_Work to be completed_.
State the count of lines below featuring the word "buttons", and write nothing further.

_Saved data entries_.
□ □ □ □
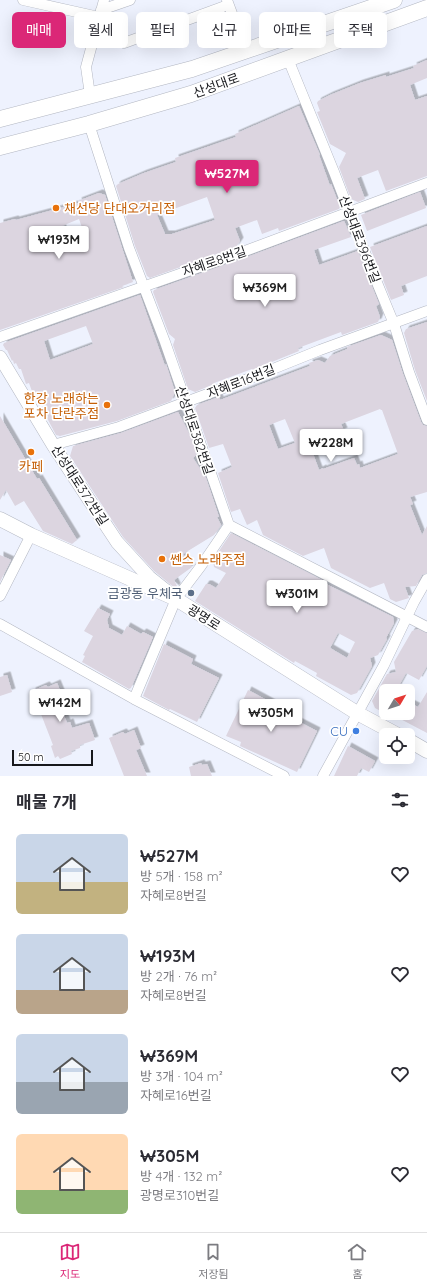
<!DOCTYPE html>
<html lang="ko">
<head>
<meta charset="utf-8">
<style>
	body { margin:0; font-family:Quicksand,"Noto Sans KR",sans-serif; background:#f2f2f3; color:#2b2b33; height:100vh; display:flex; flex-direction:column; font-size:15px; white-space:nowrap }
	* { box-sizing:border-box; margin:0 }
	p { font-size:13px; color:#7c7c81 }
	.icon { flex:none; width:22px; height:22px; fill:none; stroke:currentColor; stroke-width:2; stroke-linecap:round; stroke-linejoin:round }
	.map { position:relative; height:776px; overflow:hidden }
	.panel { display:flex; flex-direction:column; background:#fff; flex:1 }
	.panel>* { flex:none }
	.banner { position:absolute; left:12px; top:12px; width:403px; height:36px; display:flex; gap:8px }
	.needle { width:26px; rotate:51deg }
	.buttons { position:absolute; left:379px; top:684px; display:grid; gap:8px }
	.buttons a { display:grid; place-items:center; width:36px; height:36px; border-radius:6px; background:#fff; box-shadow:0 4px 16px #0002; font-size:20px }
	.scale { position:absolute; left:12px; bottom:10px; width:81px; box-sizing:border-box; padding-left:4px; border:2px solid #17181c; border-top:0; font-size:11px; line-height:14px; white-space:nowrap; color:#17181c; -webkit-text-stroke:3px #fff; paint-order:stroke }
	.price { position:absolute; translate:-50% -34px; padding:0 9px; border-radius:4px; background:#fff; color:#222; font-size:13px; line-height:26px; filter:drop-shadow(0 1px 2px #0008) }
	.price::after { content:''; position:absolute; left:50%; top:24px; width:12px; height:9px; margin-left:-6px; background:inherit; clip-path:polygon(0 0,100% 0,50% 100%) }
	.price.current { background:#db2777; color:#fff }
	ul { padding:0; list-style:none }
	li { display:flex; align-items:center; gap:12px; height:100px; padding:0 16px }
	li span { display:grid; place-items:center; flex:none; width:112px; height:80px; border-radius:6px; color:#555 }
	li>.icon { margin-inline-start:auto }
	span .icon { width:48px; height:48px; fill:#fffc; stroke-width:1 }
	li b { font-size:17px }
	h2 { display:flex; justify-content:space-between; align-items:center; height:48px; padding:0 16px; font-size:17px }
	.tag { padding:0 14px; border-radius:6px; background:#fff; box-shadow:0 4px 16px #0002; font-size:14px; line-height:36px }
	.tag.current { background:#db2777; color:#fff }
	.tab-bar { display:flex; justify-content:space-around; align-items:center; height:56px; border-top:1px solid #e1e1e2; background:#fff; font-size:11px; color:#7c7c81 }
	.tab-bar a { display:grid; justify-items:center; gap:2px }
	.tab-bar .current { color:#db2777 }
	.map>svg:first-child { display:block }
</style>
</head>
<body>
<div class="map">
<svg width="427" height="776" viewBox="0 0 427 776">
	<defs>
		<filter id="shadow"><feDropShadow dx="3.5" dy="-3.5" stdDeviation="0" flood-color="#0004"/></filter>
	</defs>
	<rect width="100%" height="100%" fill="#eef2fe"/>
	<path fill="#dcd5e0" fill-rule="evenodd" filter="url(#shadow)" d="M 427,60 L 427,78 L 410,85 L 415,100 L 427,96 L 427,176 L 386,191 L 378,170 L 357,178 L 365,199 L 358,202 L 351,199 L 339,167 L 346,153 L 330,144 L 317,112 L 320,111 L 317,103 L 318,101 L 330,95 L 360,83 L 386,75 L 386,77 L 414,68 L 413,66 Z
		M 299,106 L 320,155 L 319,155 L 330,186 L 331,184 L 340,207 L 339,209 L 279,231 L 278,228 L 262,234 L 257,220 L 235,228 L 240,241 L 236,247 L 150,278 L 147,276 L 135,246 L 116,186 L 118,184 L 144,173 L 176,162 L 175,158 L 236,137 L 235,134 ZM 207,197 L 215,220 L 172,234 L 165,234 L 157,215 Z
		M 420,192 L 426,208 L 367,231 L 361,215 Z
		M 99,193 L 105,195 L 133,282 L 122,286 L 124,287 L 0,330 L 0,223 L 15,219 L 16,220 L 79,203 L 78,201 ZM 79,219 L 87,242 L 69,247 L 62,226 Z
		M 344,221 L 351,237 L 314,250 L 319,265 L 358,251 L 379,304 L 376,306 L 380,317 L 378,322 L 342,335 L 341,332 L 298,348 L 299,351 L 252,370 L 252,369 L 214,383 L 214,384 L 195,392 L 188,389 L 173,345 L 175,339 L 169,334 L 153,292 L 154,290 L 247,257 Z
		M 427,226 L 427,276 L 401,286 L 404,295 L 391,300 L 370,247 Z
		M 140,295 L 165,366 L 166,364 L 175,392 L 171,401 L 117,421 L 60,436 L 56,435 L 47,418 L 48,417 L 40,395 L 34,397 L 29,383 L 26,384 L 21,369 L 19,369 L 16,363 L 14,364 L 13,360 L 12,361 L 7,350 L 6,350 L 3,345 L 4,343 ZM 86,326 L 93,344 L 50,360 L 44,341 Z
		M 427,322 L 427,401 L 415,370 L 404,333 L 406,329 Z
		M 381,335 L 392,340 L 403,374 L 421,422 L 423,425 L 427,426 L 427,492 L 410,497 L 413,504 L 410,505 L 422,535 L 427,526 L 427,573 L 422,575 L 416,586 L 405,587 L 409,598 L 396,602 L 390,599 L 384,583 L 370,588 L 331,568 L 324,548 L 303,556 L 263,535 L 257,520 L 247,525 L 240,509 L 231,512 L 218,473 L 232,467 L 223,444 L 209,448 L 195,408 L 197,405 L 219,397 L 220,400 L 310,366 L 309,363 L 318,360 L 325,363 L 330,356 L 345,350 L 347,349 L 347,347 ZM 380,409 L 381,410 L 382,410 L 398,454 L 360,468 L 359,464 L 357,465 L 354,458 L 323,469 L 323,468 L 319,470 L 312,451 L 314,451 L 311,444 L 344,431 L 341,424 ZM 285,419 L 295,443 L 278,449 L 269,425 Z
		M 178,412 L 191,437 L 197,452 L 196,455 L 193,458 L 206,478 L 219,517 L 217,517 L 221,525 L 214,535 L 183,554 L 192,567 L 174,580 L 177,586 L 176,589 L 154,571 L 123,537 L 70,456 L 73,446 L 121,433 Z
		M 0,416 L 37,479 L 39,478 L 77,540 L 72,544 L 43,531 L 24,501 L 15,506 L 6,490 L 0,500 Z
		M 231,533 L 324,581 L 324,583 L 393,617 L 394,623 L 386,638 L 387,639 L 378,655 L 370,658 L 372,666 L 357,693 L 351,695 L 316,676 L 317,673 L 295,661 L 294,663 L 195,601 L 206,584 L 209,584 L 216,588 L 226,573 L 214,567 L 213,560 ZM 338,633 L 355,642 L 347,658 L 330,648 Z
		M 0,555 L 11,560 L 0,582 Z
		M 98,608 L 110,614 L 107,620 L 109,628 L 122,635 L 127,626 L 141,634 L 143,632 L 153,637 L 131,688 L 129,689 L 82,662 L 85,656 L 83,655 L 93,636 L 84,631 Z
		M 418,629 L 427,633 L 427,666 L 419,680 L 406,673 L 396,691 L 386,691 L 386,714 L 375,708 L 372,701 L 387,674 L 396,672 L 394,662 L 412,631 Z
		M 164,644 L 193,659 L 191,664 L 219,678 L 197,722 L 170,709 L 169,710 L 143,696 Z
		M 7,675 L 12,692 L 0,696 L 0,677 Z
		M 57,683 L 64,700 L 59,703 L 67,723 L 70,722 L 72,728 L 89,723 L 95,740 L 80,745 L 80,748 L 71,751 L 72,754 L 60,759 L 58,756 L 55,758 L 51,746 L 53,745 L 32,691 L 46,685 L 48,687 Z
		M 248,690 L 274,704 L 272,708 L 317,731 L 297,772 L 240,746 L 241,742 L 226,736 Z
		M 427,692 L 427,733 L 389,713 L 408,713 L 408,702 L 418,707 Z
		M 134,730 L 141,748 L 136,750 L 147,776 L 124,776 L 109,738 L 123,732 L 125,734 Z
		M 348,746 L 375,761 L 369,772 L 361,768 L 357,776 L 334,776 Z
		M 201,763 L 202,765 L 207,764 L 212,776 L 191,776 L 189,767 Z"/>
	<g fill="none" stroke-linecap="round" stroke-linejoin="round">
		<g stroke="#b3b7c2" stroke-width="11">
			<path id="minor" d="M 23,0 L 99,17
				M 227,0 L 246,51
				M 101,10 L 130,0
				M 124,43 L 228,5
				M 288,59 L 334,172 L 371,268 L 394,324 L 409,372 L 427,420
				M 90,95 L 86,67 L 104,0
				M 89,124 L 129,248 L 165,342 L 229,525 L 427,627
				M 0,337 L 245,251 L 427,183
				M 53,445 L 119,427 L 253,377 L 320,350 L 427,311
				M 0,596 L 31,535
				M 0,624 L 134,699 L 284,776
				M 134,699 L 176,599 L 201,566 L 229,525
				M 323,776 L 384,665 L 414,602 L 427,579"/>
		</g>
		<g stroke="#b3b7c2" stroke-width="14">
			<path id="tertiary" d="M 0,357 L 53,445 L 117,542 L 149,577 L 169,593"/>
		</g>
		<g stroke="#b3b7c2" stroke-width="15">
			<path id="secondary" d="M 0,519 L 31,535 L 176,599 L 357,713 L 398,735
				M 408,740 L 427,751"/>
		</g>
		<g stroke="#b3b7c2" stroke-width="17">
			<path id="primary" d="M 0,119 L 192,69 L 394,0
				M 0,147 L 89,124 L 191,94 L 427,8"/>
		</g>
		<use href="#minor" stroke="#fff" stroke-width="10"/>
		<use href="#tertiary" stroke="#fff" stroke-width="13"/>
		<use href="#secondary" stroke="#fff" stroke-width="14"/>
		<use href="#primary" stroke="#fff" stroke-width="16"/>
	</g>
	<g fill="#e8710a" stroke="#fff" stroke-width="1.5">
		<circle cx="56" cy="208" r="4"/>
		<circle cx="107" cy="405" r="4"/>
		<circle cx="31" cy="452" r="4"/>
		<circle cx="162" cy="559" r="4"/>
	</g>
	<circle fill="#5c6f8a" stroke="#fff" stroke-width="1.5" cx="191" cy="593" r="4"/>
	<circle fill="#3f7fe0" stroke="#fff" stroke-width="1.5" cx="356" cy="731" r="4"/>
	<g text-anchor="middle" stroke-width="3.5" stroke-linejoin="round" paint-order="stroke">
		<g font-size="13" fill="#17181c" stroke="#fff">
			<text transform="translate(216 85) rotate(-20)" y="5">산성대로</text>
			<text transform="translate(360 239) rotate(69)" y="5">산성대로396번길</text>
			<text transform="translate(214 261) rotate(-19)" y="5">자혜로8번길</text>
			<text transform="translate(241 381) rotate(-21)" y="5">자혜로16번길</text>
			<text transform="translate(195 430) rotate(71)" y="5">산성대로382번길</text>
			<text transform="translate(80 485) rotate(57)" y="5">산성대로372번길</text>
			<text transform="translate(204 617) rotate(32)" y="5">광명로</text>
		</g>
		<g font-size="13" fill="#c56008" stroke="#fff" text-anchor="start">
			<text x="64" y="213">채선당 단대오거리점</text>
			<text x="99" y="403" text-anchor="end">한강 노래하는<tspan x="99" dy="15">포차 단란주점</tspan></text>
			<text x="31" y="471" text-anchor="middle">카페</text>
			<text x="170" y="564">쎈스 노래주점</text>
		</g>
		<g font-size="13" fill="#4e5e75" stroke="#fff" text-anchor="end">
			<text x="183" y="598">금광동 우체국</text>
		</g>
		<g font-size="13" fill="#366cbe" stroke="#fff" text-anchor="end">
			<text x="348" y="736">CU</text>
		</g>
	</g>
</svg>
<div class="buttons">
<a><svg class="needle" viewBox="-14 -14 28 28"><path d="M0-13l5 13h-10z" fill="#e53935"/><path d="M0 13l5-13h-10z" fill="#7c7c81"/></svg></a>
<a><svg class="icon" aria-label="locate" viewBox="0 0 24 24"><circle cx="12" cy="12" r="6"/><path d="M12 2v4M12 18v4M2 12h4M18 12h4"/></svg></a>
</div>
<div class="scale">50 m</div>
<b class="price current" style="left:227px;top:194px">₩527M</b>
<b class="price" style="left:59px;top:260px">₩193M</b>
<b class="price" style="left:265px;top:308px">₩369M</b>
<b class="price" style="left:331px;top:463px">₩228M</b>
<b class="price" style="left:297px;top:614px">₩301M</b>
<b class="price" style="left:60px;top:723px">₩142M</b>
<b class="price" style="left:271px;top:733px">₩305M</b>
<div class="banner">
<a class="tag current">매매</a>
<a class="tag">월세</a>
<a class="tag">필터</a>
<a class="tag">신규</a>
<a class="tag">아파트</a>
<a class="tag">주택</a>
</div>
</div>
<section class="panel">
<h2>매물 7개<svg class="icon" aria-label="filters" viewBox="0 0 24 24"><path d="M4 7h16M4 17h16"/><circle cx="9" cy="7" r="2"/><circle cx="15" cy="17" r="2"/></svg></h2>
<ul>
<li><span style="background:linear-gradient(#c9d6e8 60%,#c2b280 0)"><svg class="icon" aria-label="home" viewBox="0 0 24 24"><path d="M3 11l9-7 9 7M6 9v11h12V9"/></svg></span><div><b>₩527M</b><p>방 5개 · 158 m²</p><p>자혜로8번길</p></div><svg class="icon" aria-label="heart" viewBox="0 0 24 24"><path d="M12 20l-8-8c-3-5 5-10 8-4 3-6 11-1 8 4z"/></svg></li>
<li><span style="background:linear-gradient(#c9d6e8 70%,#b9a48a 0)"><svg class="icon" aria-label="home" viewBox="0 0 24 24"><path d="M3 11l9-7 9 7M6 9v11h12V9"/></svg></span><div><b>₩193M</b><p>방 2개 · 76 m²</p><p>자혜로8번길</p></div><svg class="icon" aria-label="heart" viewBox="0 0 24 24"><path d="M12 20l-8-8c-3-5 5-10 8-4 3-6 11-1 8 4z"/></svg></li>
<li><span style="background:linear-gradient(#c9d6e8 60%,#9aa5b1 0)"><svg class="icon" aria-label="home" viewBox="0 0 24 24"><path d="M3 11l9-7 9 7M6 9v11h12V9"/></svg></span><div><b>₩369M</b><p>방 3개 · 104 m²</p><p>자혜로16번길</p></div><svg class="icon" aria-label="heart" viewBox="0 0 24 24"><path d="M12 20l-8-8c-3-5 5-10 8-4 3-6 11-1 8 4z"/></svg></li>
<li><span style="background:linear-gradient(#ffd9b3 70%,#8fb573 0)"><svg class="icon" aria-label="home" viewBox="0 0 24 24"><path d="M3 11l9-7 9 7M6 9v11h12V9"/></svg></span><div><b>₩305M</b><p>방 4개 · 132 m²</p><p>광명로310번길</p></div><svg class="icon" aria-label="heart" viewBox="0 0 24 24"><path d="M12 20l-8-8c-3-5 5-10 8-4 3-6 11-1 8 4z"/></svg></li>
</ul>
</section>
<nav class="tab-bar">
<a class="current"><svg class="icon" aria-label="map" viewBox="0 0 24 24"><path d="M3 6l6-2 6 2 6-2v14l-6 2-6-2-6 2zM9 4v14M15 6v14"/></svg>지도</a>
<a><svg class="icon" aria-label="saved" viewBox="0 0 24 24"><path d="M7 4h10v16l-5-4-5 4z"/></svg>저장됨</a>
<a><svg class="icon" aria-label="home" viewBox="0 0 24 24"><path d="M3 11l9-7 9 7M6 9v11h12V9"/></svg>홈</a>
</nav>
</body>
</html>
□ □ □ □
_Output of the exercise_.
3